Work order: Output every line from the beginning of the records through the line that contains "position:relative; width:1890px; height:880px;", exactly as it appears.

Extracted entries:
>>>
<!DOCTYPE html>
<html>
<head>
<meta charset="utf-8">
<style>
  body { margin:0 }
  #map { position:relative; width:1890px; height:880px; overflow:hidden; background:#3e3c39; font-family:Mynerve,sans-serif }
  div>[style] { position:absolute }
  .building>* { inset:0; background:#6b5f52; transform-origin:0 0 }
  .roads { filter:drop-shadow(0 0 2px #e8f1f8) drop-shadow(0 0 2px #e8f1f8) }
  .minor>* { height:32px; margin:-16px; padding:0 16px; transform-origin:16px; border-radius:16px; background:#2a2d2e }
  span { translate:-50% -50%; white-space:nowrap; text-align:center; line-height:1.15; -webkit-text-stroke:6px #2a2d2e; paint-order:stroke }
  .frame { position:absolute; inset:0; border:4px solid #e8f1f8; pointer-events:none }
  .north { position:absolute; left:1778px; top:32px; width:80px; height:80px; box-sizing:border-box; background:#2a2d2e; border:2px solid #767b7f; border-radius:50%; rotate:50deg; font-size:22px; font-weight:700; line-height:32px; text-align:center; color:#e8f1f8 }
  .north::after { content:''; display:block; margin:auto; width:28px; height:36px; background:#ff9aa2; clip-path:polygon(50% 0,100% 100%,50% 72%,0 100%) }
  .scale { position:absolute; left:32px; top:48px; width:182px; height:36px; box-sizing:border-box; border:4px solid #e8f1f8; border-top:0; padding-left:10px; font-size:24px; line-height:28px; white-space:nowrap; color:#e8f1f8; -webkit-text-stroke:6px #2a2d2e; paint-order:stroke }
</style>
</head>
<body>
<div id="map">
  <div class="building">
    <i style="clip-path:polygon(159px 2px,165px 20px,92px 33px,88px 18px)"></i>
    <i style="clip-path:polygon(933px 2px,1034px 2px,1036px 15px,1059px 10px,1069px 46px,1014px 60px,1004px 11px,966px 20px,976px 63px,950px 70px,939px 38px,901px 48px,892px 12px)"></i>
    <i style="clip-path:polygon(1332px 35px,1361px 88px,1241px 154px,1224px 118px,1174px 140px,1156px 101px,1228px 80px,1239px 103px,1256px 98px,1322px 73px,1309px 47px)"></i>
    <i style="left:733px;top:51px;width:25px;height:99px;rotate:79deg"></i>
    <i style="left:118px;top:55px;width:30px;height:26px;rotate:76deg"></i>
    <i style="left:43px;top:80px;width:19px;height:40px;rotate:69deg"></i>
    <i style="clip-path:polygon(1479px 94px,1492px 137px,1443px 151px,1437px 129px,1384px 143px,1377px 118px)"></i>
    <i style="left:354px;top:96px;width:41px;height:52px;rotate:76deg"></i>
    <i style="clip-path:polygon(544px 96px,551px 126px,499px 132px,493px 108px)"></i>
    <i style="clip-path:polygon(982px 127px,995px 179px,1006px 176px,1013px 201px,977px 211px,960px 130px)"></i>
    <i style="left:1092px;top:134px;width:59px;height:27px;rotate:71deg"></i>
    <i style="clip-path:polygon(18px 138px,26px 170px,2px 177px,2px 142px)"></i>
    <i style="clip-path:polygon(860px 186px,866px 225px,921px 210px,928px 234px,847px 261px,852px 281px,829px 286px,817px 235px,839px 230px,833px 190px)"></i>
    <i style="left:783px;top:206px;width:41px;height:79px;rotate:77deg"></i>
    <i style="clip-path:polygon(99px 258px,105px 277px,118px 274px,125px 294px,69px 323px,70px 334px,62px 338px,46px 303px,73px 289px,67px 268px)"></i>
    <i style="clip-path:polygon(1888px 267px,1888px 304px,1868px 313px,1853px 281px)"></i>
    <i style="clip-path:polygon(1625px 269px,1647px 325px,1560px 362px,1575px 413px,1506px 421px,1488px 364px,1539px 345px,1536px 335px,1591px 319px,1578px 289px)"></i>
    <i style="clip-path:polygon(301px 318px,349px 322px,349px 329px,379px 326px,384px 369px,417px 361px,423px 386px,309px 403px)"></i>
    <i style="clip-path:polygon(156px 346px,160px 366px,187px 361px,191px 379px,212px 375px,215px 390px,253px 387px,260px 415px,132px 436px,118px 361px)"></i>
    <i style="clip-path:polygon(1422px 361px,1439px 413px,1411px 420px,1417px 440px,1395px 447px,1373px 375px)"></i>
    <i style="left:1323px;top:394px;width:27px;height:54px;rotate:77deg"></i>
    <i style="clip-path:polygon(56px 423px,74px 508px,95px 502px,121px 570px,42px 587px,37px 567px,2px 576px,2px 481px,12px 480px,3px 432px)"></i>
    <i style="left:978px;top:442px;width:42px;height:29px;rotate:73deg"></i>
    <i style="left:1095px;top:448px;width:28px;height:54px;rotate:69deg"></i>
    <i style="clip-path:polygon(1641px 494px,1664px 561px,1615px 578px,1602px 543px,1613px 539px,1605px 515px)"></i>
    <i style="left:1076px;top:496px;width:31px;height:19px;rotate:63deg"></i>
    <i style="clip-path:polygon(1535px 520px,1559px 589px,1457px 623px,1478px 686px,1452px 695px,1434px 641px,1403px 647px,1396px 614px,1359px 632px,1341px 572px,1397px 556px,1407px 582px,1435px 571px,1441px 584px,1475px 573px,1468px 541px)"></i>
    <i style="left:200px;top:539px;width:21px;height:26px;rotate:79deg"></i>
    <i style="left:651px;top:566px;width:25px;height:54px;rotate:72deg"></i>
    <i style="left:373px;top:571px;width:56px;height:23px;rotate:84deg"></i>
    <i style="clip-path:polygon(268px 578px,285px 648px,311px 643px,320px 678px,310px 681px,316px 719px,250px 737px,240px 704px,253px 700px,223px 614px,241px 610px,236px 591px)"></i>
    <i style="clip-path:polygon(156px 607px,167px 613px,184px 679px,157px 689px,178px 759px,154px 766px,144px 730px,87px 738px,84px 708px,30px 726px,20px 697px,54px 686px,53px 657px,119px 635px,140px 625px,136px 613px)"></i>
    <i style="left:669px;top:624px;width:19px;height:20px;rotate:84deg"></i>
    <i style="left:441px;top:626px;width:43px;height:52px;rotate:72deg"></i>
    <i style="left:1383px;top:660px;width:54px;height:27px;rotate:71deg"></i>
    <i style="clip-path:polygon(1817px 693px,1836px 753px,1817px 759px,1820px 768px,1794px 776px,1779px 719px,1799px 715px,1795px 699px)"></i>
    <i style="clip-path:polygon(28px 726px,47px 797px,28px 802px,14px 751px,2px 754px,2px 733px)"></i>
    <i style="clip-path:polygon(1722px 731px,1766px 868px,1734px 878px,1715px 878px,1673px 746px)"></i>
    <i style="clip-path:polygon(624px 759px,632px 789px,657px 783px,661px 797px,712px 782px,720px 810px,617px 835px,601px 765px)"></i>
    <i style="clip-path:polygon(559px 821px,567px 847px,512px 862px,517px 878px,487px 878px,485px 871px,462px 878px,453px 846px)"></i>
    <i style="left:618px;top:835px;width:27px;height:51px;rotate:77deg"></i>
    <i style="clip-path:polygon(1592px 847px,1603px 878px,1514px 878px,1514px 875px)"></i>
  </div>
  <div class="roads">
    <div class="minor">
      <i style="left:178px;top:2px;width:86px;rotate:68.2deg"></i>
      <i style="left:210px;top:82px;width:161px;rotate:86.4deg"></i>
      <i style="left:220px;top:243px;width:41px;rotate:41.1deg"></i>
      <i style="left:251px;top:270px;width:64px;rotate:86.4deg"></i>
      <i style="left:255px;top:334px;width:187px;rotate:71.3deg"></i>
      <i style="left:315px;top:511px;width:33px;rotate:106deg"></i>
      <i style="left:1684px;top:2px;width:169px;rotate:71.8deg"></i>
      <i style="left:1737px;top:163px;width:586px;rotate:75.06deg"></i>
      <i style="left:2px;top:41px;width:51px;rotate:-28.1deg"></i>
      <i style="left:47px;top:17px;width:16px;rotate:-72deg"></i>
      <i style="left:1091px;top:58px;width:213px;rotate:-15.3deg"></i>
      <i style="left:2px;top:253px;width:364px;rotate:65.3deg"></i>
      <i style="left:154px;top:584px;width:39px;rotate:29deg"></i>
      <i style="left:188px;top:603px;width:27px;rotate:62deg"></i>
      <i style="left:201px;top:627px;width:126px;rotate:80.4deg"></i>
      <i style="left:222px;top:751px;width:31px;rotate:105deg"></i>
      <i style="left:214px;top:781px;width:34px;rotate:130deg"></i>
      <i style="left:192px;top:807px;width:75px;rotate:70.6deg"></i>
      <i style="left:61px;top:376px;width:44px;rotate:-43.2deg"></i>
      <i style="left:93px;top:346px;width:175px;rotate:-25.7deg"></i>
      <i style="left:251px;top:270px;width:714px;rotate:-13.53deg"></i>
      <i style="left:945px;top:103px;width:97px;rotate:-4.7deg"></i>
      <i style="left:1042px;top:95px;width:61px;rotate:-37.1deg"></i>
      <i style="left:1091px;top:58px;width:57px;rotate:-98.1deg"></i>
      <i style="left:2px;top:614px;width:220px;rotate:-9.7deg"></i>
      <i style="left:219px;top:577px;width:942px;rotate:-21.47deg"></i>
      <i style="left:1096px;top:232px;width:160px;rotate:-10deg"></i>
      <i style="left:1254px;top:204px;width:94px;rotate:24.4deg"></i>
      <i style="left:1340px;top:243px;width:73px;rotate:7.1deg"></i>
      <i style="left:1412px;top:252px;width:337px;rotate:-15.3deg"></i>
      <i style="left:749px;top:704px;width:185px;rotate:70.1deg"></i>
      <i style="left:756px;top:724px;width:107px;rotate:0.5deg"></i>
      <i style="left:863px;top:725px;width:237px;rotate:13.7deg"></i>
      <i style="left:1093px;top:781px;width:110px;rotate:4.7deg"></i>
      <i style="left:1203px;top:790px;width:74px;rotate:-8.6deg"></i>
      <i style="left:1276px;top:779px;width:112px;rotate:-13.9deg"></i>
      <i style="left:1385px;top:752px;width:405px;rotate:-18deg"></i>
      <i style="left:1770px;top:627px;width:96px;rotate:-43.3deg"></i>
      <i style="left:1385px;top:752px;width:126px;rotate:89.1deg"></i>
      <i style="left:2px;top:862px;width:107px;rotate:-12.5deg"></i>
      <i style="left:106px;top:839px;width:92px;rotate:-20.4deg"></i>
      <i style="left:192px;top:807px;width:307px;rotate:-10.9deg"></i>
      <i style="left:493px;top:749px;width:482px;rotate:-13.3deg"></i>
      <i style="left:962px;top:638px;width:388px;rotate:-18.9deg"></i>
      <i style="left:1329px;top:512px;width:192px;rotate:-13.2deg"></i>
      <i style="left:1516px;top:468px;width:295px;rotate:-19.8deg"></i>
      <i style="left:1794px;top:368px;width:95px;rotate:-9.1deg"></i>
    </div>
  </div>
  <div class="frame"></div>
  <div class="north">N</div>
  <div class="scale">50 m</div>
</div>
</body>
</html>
<<<
Answer:
<!DOCTYPE html>
<html>
<head>
<meta charset="utf-8">
<style>
  body { margin:0 }
  #map { position:relative; width:1890px; height:880px; overflow:hidden; background:#3e3c39; font-family:Mynerve,sans-serif }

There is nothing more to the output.